WP5 Assessment of ecological monitoring system and data needs for GMES ecological service
Drawing on existing data from FP7, MY ocean thematic assembly centres and various ESA initiatives, we will evaluate the effectiveness of the current data availability for the delivery of operational ecology. By undertaking ecosystem monitoring system evaluation experiments for the planktonic ecosystem, OPEC will make recommendations for the future satellite and in situ monitoring of the system. These recommendations will be feed to relevant bodies including ESA, the GMES Marine Service, the EC, OSPAR, HELCOM etc.
Consequently this WP aims:
To quantitatively assess existing European coastal and regional sea observational networks for ecological parameters and establish the future data requirements.
WP6 Data Delivery and Downstream Services
The success of the OPEC concept is dependent in being able to deliver information to its stakeholder in a timely and relevant manner. The stakeholder should be able to query and export data, visualise it, download and process it. The economic exploitation of OPEC products by SME’s requires the further development of information products relevant to marine water quality, which are both relevant to the end user and suitable for operational production.
The aim of this work package is to establish the technological infrastructure to disseminate OPEC products and to develop a suite of end user relevant downstream data products.
WP7 Knowledge Transfer
Knowledge Transfer is the facilitation of the dissemination of research-based knowledge, expertise and skills between the project and the users of its results (e.g. Policy makers, advisory bodies, research managers, conservation and user groups, management bodies, all at European, regional and national level).

Project Results:
1.4 Main Scientific and technical results
Operational Ecology is the systematic provision of long term information on the status of marine ecosystems to stakeholders, exploiting both observations and models. Operational Ecology reconstructs past history and aims to predict the future status of the marine environment and ecosystem in support of environmental assessment and ecosystem-based management. It is application focussed, delivering regular quality ensured information products in support of management and decision making via information that is relevant and in a format which can be easily accessed.
The research and development efforts undertaken in OPEC were based on developing pre-operational regional modelling systems, data assimilation, seasonal forecast and the assessment of monitoring systems. The section of the report has been split into three sections to reflect this:
• Regional modelling systems: this section summarises the operational ecology forecast system set- up in each region, with illustrative examples of the results taken from the hindcast and rapid environmental assessments (REA) reported by region.
• Seasonal forecast: this section reports on the assessment of the potential predictability of seasonal ecosystem forecast, with a view to defining future operational services.
• Assessment of monitoring systems: this section reports on the effectiveness of the current data availability for the delivery of operational ecology.

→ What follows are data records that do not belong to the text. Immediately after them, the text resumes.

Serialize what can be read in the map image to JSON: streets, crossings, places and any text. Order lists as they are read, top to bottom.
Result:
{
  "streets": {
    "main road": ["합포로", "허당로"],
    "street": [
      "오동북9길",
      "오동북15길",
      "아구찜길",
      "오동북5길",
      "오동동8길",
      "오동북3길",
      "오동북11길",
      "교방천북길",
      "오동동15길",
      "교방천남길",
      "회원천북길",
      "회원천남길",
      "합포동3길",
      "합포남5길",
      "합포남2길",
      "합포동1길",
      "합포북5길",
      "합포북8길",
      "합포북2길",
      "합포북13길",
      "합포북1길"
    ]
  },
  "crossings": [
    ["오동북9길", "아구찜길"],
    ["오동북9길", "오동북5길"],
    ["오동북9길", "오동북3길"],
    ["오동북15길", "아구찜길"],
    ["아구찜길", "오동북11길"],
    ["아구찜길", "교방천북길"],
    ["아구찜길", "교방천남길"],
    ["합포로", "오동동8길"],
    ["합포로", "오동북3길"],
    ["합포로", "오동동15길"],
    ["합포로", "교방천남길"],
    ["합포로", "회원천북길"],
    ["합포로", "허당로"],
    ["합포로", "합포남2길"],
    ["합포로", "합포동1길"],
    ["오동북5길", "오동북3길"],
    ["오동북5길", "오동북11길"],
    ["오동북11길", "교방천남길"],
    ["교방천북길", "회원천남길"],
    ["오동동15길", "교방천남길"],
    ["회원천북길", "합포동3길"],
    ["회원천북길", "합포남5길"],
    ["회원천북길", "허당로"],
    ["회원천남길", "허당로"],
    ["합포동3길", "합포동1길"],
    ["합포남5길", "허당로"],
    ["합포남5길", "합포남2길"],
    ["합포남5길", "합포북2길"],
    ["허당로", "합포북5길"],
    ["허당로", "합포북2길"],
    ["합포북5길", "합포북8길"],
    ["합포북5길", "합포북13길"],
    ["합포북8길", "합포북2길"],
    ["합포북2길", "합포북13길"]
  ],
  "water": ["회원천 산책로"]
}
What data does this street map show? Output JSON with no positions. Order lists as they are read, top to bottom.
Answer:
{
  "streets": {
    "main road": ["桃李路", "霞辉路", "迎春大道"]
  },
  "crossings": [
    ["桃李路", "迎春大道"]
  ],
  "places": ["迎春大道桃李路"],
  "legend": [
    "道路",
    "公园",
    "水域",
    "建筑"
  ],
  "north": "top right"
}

1.4.1 Regional modelling systems
The primary technical goal of OPEC, to establish core ecosystem forecast model systems in the NE Atlantic, Baltic, Mediterranean and Black Seas has been achieved. In each region a model system has been set-up which comprises a core coupled hydrodynamic planktonic ecosystem model, a higher trophic level (HTL) component and a representation of the carbonate system. Appropriate model meteorological forcing, boundary conditions, validation data and metrics have been identified and implemented. Finally a data assimilation system has been implemented and evaluated in each region. A range of indicators are available to support MSFD objectives and in line with the marine knowledge action of the Blue Growth strategy. Indicators have been selected for which the scale of monitoring and assessment is consistent with the time frame used in making predictions from models. OPEC has identified modelling products that deliver direct access to indicators of ecosystem status through the OPEC data-portal, including amongst others, chlorophyll, nutrient concentrations and oxygen which are indicators of MSFD Descriptor Eutrophication. The pre-operational simulations performed by OPEC are as follows:
• Hindcast simulation of the period 1990-2009 has been completed without data assimilation.
• Reanalysis simulation of the period 2000-2009 has been completed, i.e. a hindcast with data assimilation of satellite data and or in-situ data.
• Rapid environmental Assessments (REA): Rolling reanalsysis for the lower trophic components of the ecosystem in each region for the last 12 months. Simulations cover the period Jan 2010 to June 2013.
All simulations have been have been validated against in-situ data and their skill assessed by expert judgement for key OPEC indicators. The resulting data products are publically available and free to download from http://portal.marineopec.eu .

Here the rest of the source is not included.